# BIG - Big Un Limited



## System (30 December 2014)

Big Un Limited (BIG) was formerly known as Republic Gold Limited (RAU).

Previous discussion of this company can be found in the RAU thread: https://www.aussiestockforums.com/forums/showthread.php?t=7520

On 9 October 2014, Republic announced its intention to merge with Big Review TV Limited (BRTV), an unlisted public company that has developed a video production and review platform that integrates video, internet, social media and an innovative mobile phone App in order to provide a large collection of video reviews of businesses. 

http://www.bigreviewtv.com


----------



## noirua (19 January 2017)

System said:


> Big Un Limited (BIG) was formerly known as Republic Gold Limited (RAU).
> 
> Previous discussion of this company can be found in the RAU thread: https://www.aussiestockforums.com/forums/showthread.php?t=7520
> 
> ...




Quite some time has passed since my dilapidated Republic Gold stock became BIG UN LIMITED. Recently the shares have recovered after hitting the floor around 9 cents and now trade around 35 cents a share. 
Added more on the way down at 18c and 13c but not yet breaking even - need 42c to be all square.

The company run by a 20-year-old executive, the youngest to start an ASX quoted company in 2014. Maybe BIG will become just that as they branch out into the UK and America.


----------



## noirua (22 January 2017)

This is BIG's Investor Presentation last year.

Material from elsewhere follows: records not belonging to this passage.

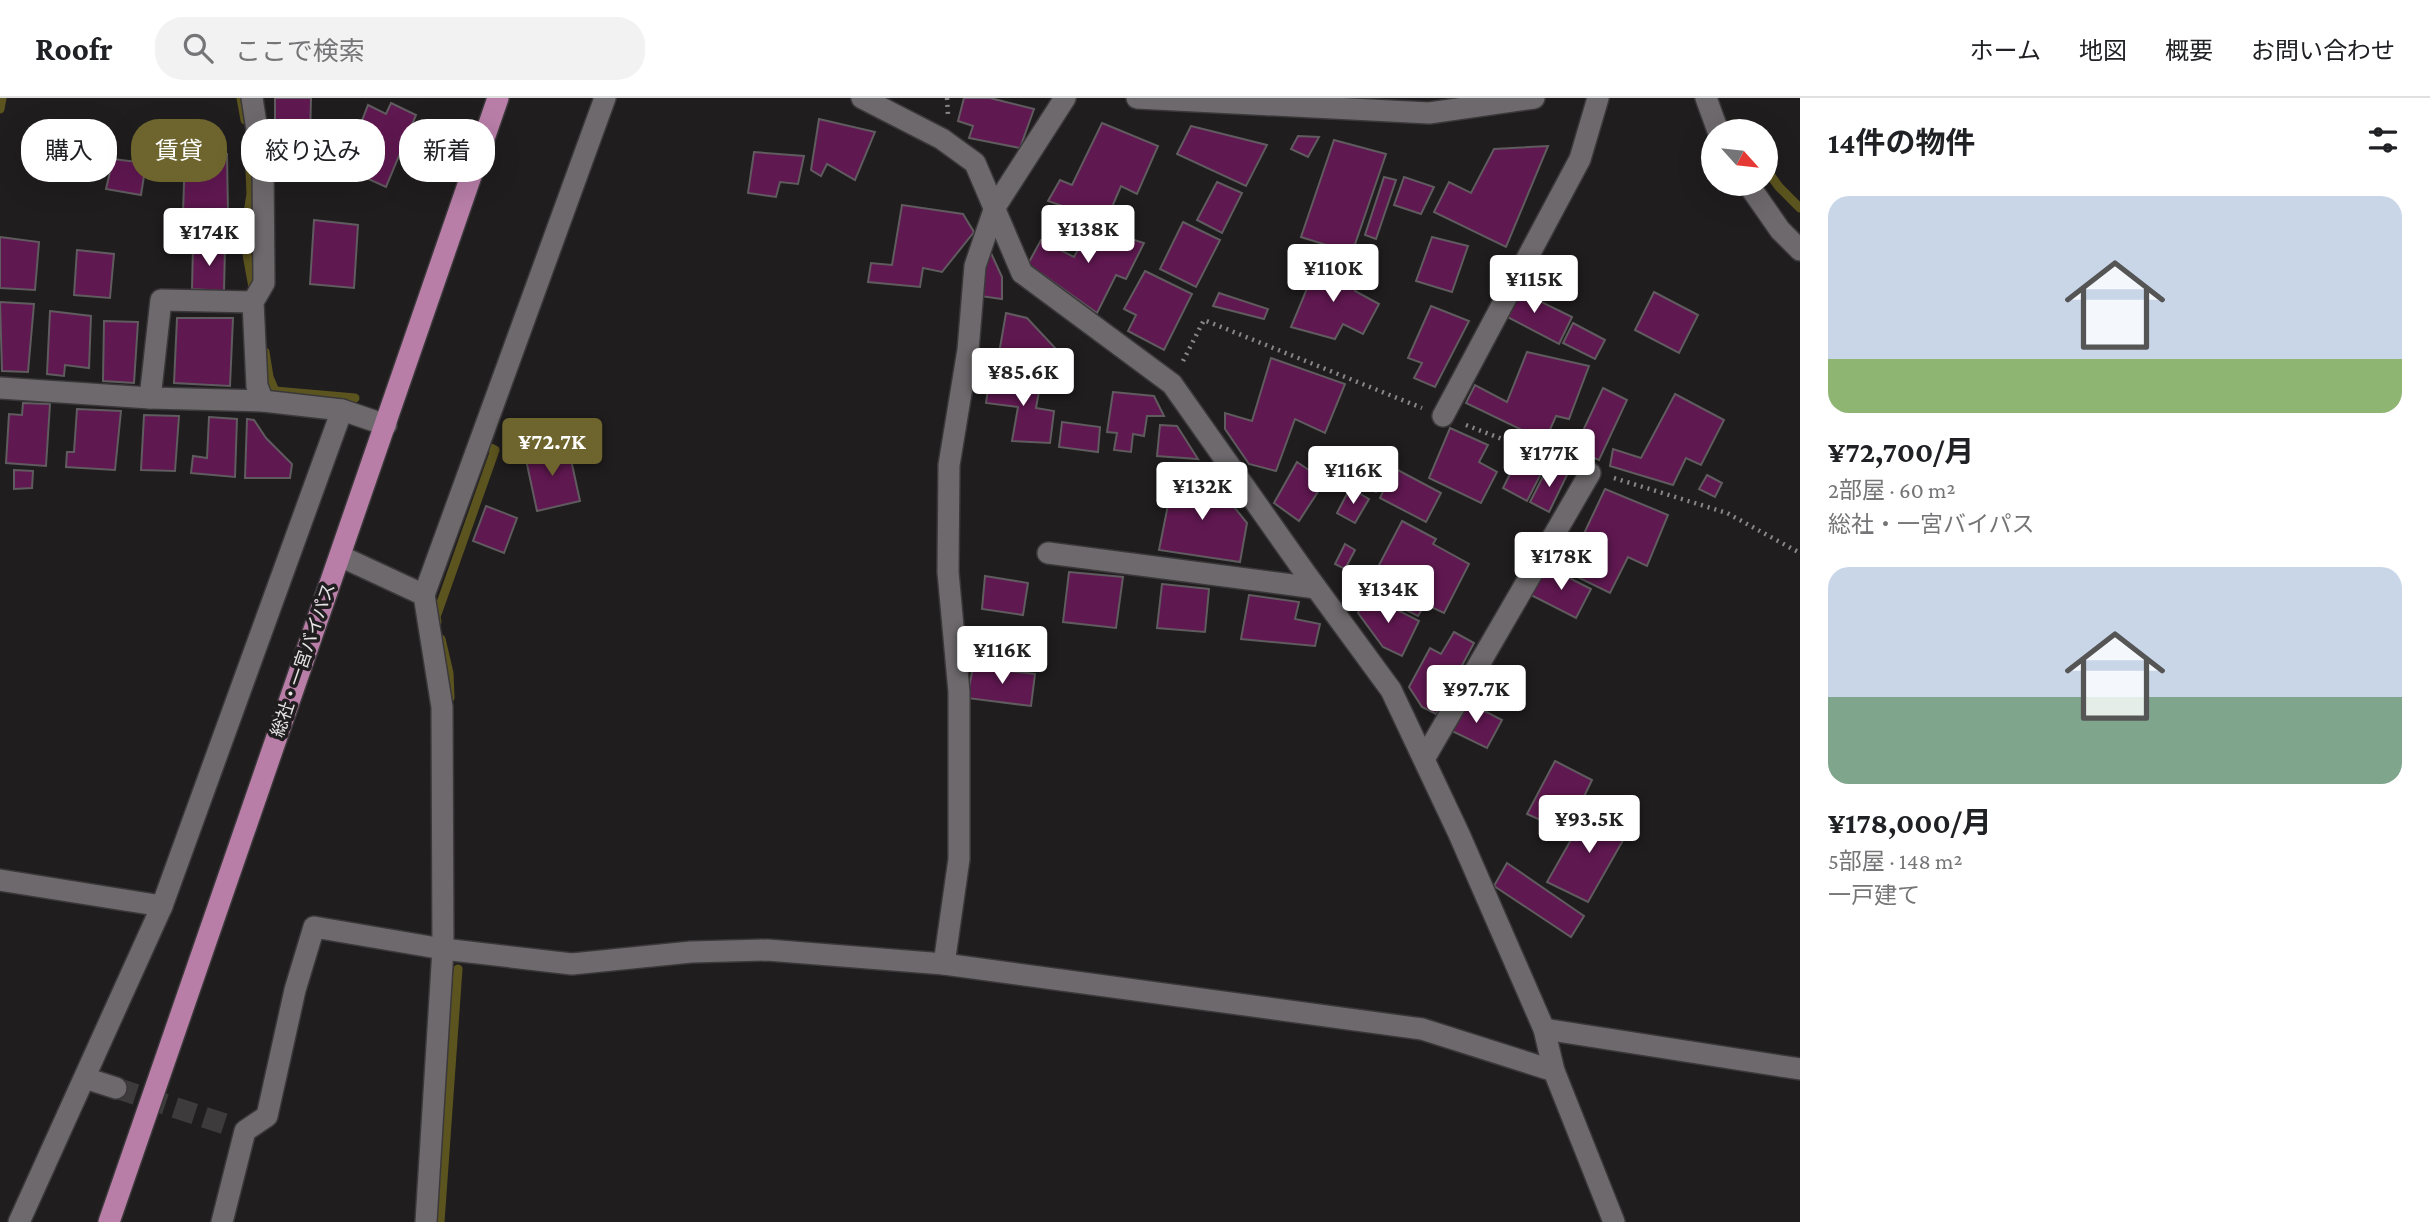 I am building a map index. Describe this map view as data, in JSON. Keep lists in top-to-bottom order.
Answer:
{
  "streets": {
    "highway": ["総社・一宮バイパス"]
  },
  "north": "bottom right",
  "page": {
    "header": "Roofr",
    "search": "ここで検索",
    "nav": [
      "ホーム",
      "地図",
      "概要",
      "お問い合わせ"
    ],
    "heading": "14件の物件",
    "chip": [
      "購入",
      "賃貸",
      "絞り込み",
      "新着"
    ],
    "list": [
      {
        "name": "¥72,700/月",
        "note": "2部屋 · 60 m² · 総社・一宮バイパス"
      },
      {
        "name": "¥178,000/月",
        "note": "5部屋 · 148 m² · 一戸建て"
      }
    ],
    "price": [
      "¥138K",
      "¥174K",
      "¥110K",
      "¥115K",
      "¥85.6K",
      "¥72.7K",
      "¥177K",
      "¥116K",
      "¥132K",
      "¥178K",
      "¥134K",
      "¥116K",
      "¥97.7K",
      "¥93.5K"
    ]
  }
} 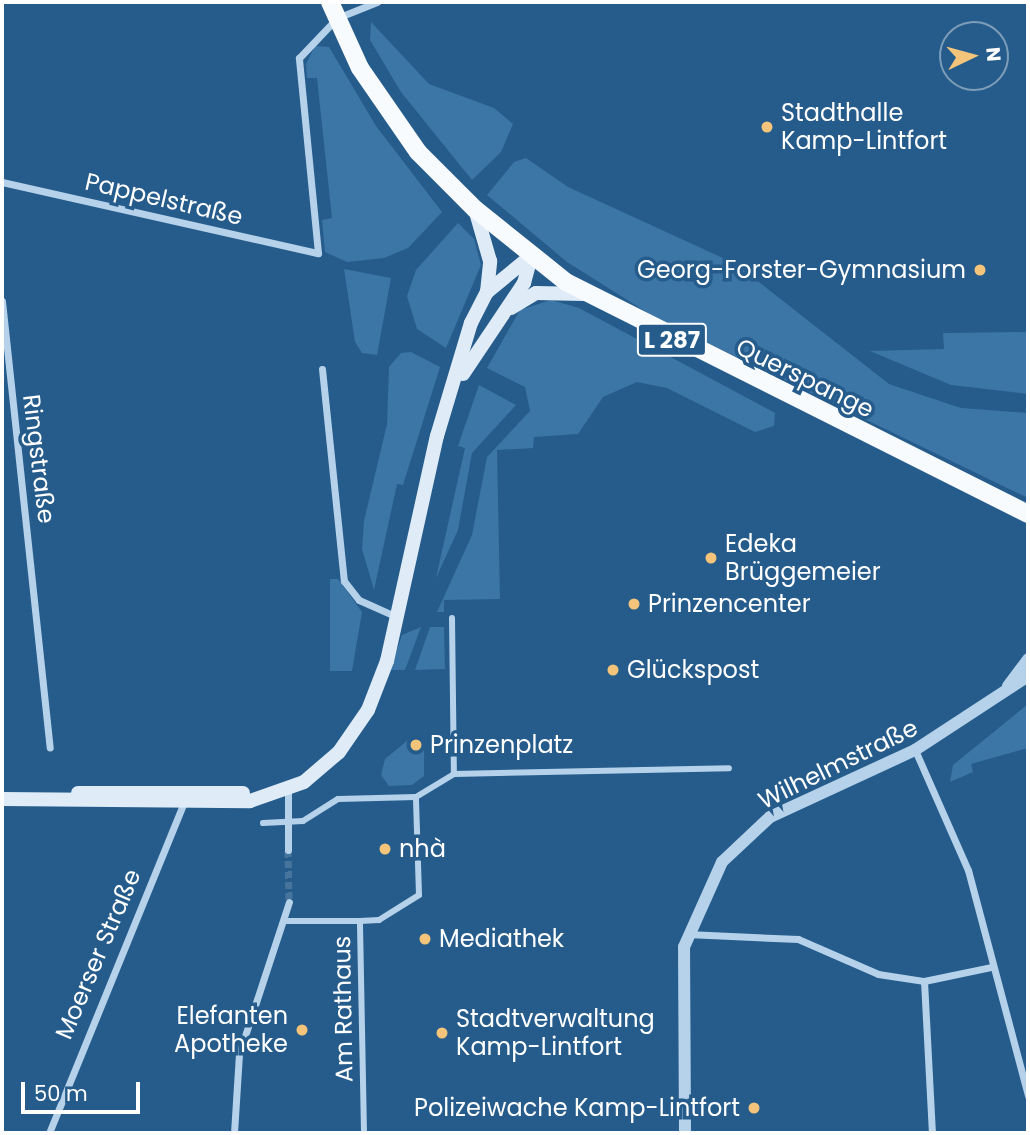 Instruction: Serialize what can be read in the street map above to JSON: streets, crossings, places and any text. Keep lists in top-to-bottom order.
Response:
{
  "streets": {
    "main road": ["L 287", "Querspange"],
    "street": [
      "Pappelstraße",
      "Ringstraße",
      "Wilhelmstraße",
      "Moerser Straße",
      "Am Rathaus"
    ]
  },
  "crossings": [
    ["Pappelstraße", "L 287"],
    ["L 287", "Querspange"]
  ],
  "places": [
    "Stadthalle Kamp-Lintfort",
    "Georg-Forster-Gymnasium",
    "Edeka Brüggemeier",
    "Prinzencenter",
    "Glückspost",
    "Prinzenplatz",
    "nhà",
    "Mediathek",
    "Elefanten Apotheke",
    "Stadtverwaltung Kamp-Lintfort",
    "Polizeiwache Kamp-Lintfort"
  ],
  "scale_bar": "50 m",
  "north": "right"
} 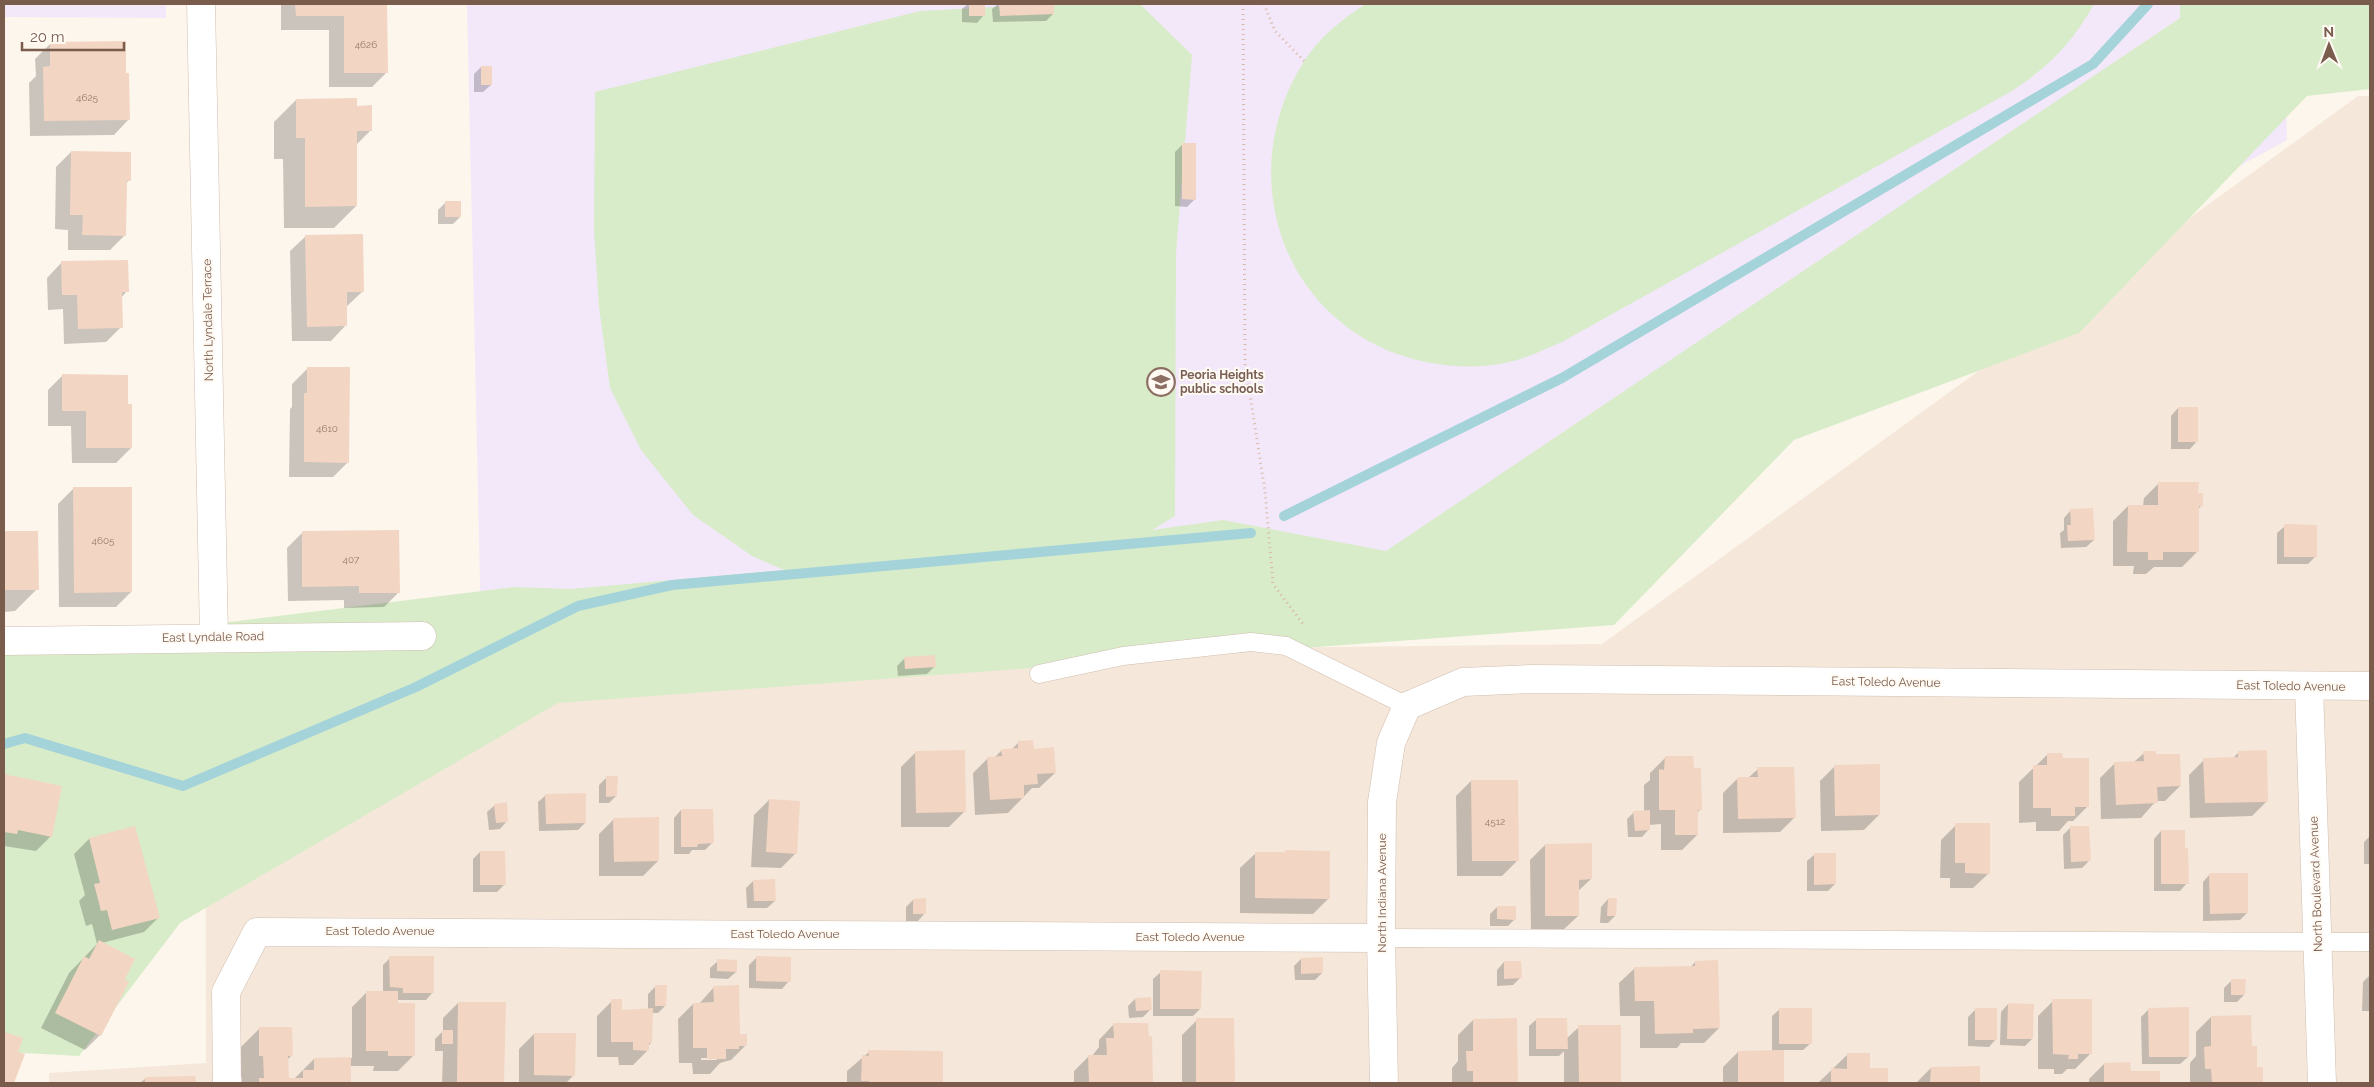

Look and decide yourself. http://www.aspecthuntley.com.au/asxdata/20160510/pdf/01739429.pdf


----------



## tech/a (27 January 2017)

+ 100% since I put it in my 2017 comp tips.


----------



## PZ99 (27 January 2017)

tech/a said:


> + 100% since I put it in my 2017 comp tips.



You're holding, yes?


----------



## tech/a (27 January 2017)

Holding all of those in my tipping comp.
Just for some interest.


----------



## noirua (27 February 2017)

Half year results out today look outstanding from a growth point of view. http://www.asx.com.au/asxpdf/20170227/pdf/43gc5xnnqqtf3s.pdf


----------



## noirua (21 April 2017)

Moving on now and at 50c for the first time.  Up over 400% from the low point in September/October 2016.  Many came in from the cold when Republic Gold Limited made an off market takeover bid for Big Review TV Limited.
After disastrous outcomes in Bolivia and Mozambique the Republic directors made the decision to give up gold exploring before the money ran out.  Honorable directors one and all. I take my hat off to them.


----------



## noirua (24 April 2017)

BIG UN Limited have already expanded to many countries. If all goes well hold on to your hats and fasten your seat belts.


----------



## noirua (29 April 2017)

Presentation - http://www.asx.com.au/asxpdf/20170420/pdf/43hmkh6knlszt5.pdf

Finished at 62c an all-time weekly high. Up 500% from 2016 low point.


----------



## noirua (21 May 2017)

BIG are back a bit from a 75c high at around 66c. The rise has been consistent and some may take profits on the way.  Always a chance of a takeover bid at some point as Big Un Limited go for fast worldwide expansion.


----------



## tech/a (14 July 2017)

Cant believe this stock!

Took it out in the yearly comp and sold my stake
in Real-time.
I've watched about 3 re enters over the last month and its $1.59
and Still going!

Amazing!!


----------



## noirua (19 July 2017)

Having an intra-day low point at just 9c does seem unbelievable to see BIG at $1.60. Expansion in America and the UK is a big 'get in first' for the company. May still be cheap at this level.


----------



## rb250660 (19 July 2017)

Should take off tomorrow!

Disclosure: I do not own this.


----------



## rb250660 (21 July 2017)

And off she went.


----------



## tech/a (21 July 2017)

I suggested on Charts to watch that this was coming off.
And it did.
It is now at a critical point and unless it pushes through the $1.80 mark
this could be a double top and a bull trap.
This is what I suspect.

Will see Monday


----------



## noirua (6 August 2017)

BIG Un Limited are now suffering from profit taking.  My average purchase price was 42c and it will be interesting to see where the turning point will be.  My own target, medium term, is between $7 and $8 as expansion in America and UK takes off.  May later become a target for an American big cap.


----------



## noirua (9 August 2017)

*BIG – Big Un Limited*
https://finfeed.com/technology/big/


----------



## tech/a (10 August 2017)

That's impressive spin
When market participants and spin match
Watch out!


----------



## noirua (11 August 2017)

tech/a said:


> That's impressive spin
> When market participants and spin match
> Watch out!



BIG UN Limited up 20% Thursday. One of Australia's fastest growing companies:
http://www.asx.com.au/asxpdf/20170810/pdf/43l9pdb9w250mv.pdf

The shares have risen from a low of 9c less than one year ago, to close yesterday at 163.5c.


----------



## noirua (11 August 2017)

noirua said:


> BIG UN Limited up 20% Thursday. One of Australia's fastest growing companies:
> http://www.asx.com.au/asxpdf/20170810/pdf/43l9pdb9w250mv.pdf
> 
> The shares have risen from a low of 9c less than one year ago, to close yesterday at 163.5c.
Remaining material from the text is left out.